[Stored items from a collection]
======

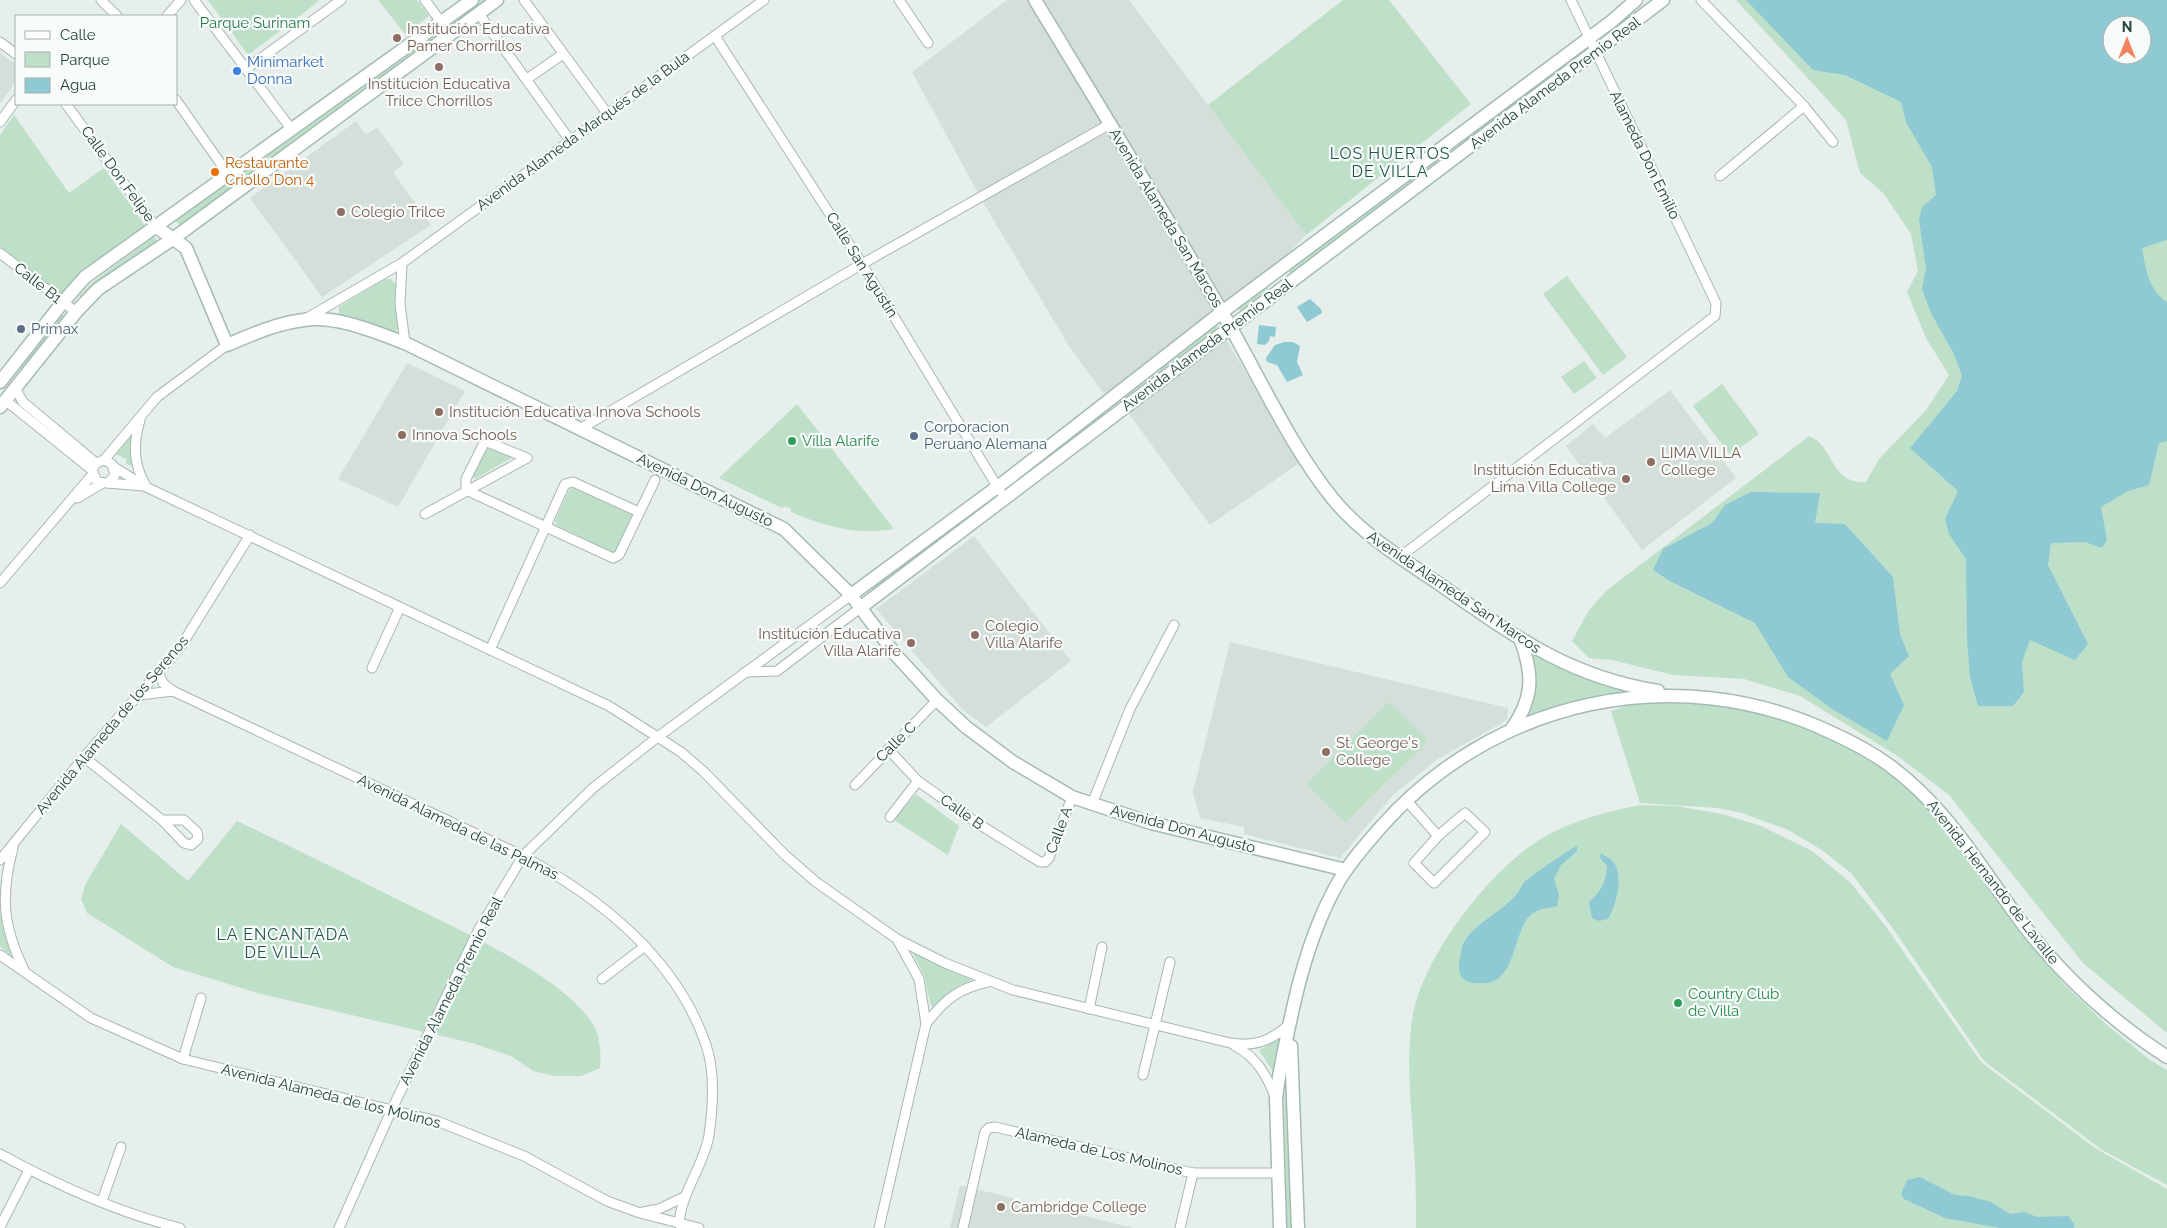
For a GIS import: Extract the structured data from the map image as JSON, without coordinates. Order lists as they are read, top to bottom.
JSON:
{
  "streets": {
    "street": [
      "Avenida Alameda Premio Real",
      "Avenida Alameda Marqués de la Bula",
      "Alameda Don Emilio",
      "Calle Don Felipe",
      "Avenida Alameda San Marcos",
      "Calle San Agustín",
      "Calle B1",
      "Avenida Don Augusto",
      "Avenida Alameda de los Serenos",
      "Calle C",
      "Calle B",
      "Avenida Alameda de las Palmas",
      "Calle A",
      "Avenida Hernando de Lavalle",
      "Avenida Alameda de los Molinos",
      "Alameda de Los Molinos"
    ]
  },
  "crossings": [
    ["Avenida Alameda Premio Real", "Alameda Don Emilio"],
    ["Avenida Alameda Premio Real", "Avenida Alameda San Marcos"],
    ["Avenida Alameda Premio Real", "Calle San Agustín"],
    ["Avenida Alameda Premio Real", "Avenida Don Augusto"],
    ["Avenida Alameda Premio Real", "Avenida Alameda de las Palmas"],
    ["Avenida Alameda Premio Real", "Avenida Alameda de los Molinos"],
    ["Avenida Alameda Marqués de la Bula", "Calle Don Felipe"],
    ["Avenida Alameda Marqués de la Bula", "Calle San Agustín"],
    ["Avenida Alameda Marqués de la Bula", "Avenida Don Augusto"],
    ["Alameda Don Emilio", "Avenida Alameda San Marcos"],
    ["Avenida Alameda San Marcos", "Avenida Hernando de Lavalle"],
    ["Avenida Don Augusto", "Calle C"],
    ["Avenida Don Augusto", "Calle A"],
    ["Avenida Don Augusto", "Avenida Hernando de Lavalle"],
    ["Avenida Alameda de los Serenos", "Avenida Alameda de las Palmas"],
    ["Calle C", "Calle B"],
    ["Calle B", "Calle A"],
    ["Avenida Alameda de las Palmas", "Avenida Alameda de los Molinos"],
    ["Avenida Hernando de Lavalle", "Alameda de Los Molinos"]
  ],
  "districts": ["LOS HUERTOS DE VILLA", "LA ENCANTADA DE VILLA"],
  "parks": ["Parque Surinam"],
  "places": [
    "Institución Educativa Pamer Chorrillos",
    "Institución Educativa Trilce Chorrillos",
    "Minimarket Donna",
    "Restaurante Criollo Don 4",
    "Colegio Trilce",
    "Primax",
    "Institución Educativa Innova Schools",
    "Innova Schools",
    "Corporacion Peruano Alemana",
    "Villa Alarife",
    "LIMA VILLA College",
    "Institución Educativa Lima Villa College",
    "Colegio Villa Alarife",
    "Institución Educativa Villa Alarife",
    "St. George's College",
    "Country Club de Villa",
    "Cambridge College"
  ],
  "legend": ["Calle", "Parque", "Agua"],
  "north": "top"
}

======

Activity => Where does the word "Trilce" occur in the records? Return every line that holds it.

Solution for this task =>
    "Institución Educativa Trilce Chorrillos",
    "Colegio Trilce",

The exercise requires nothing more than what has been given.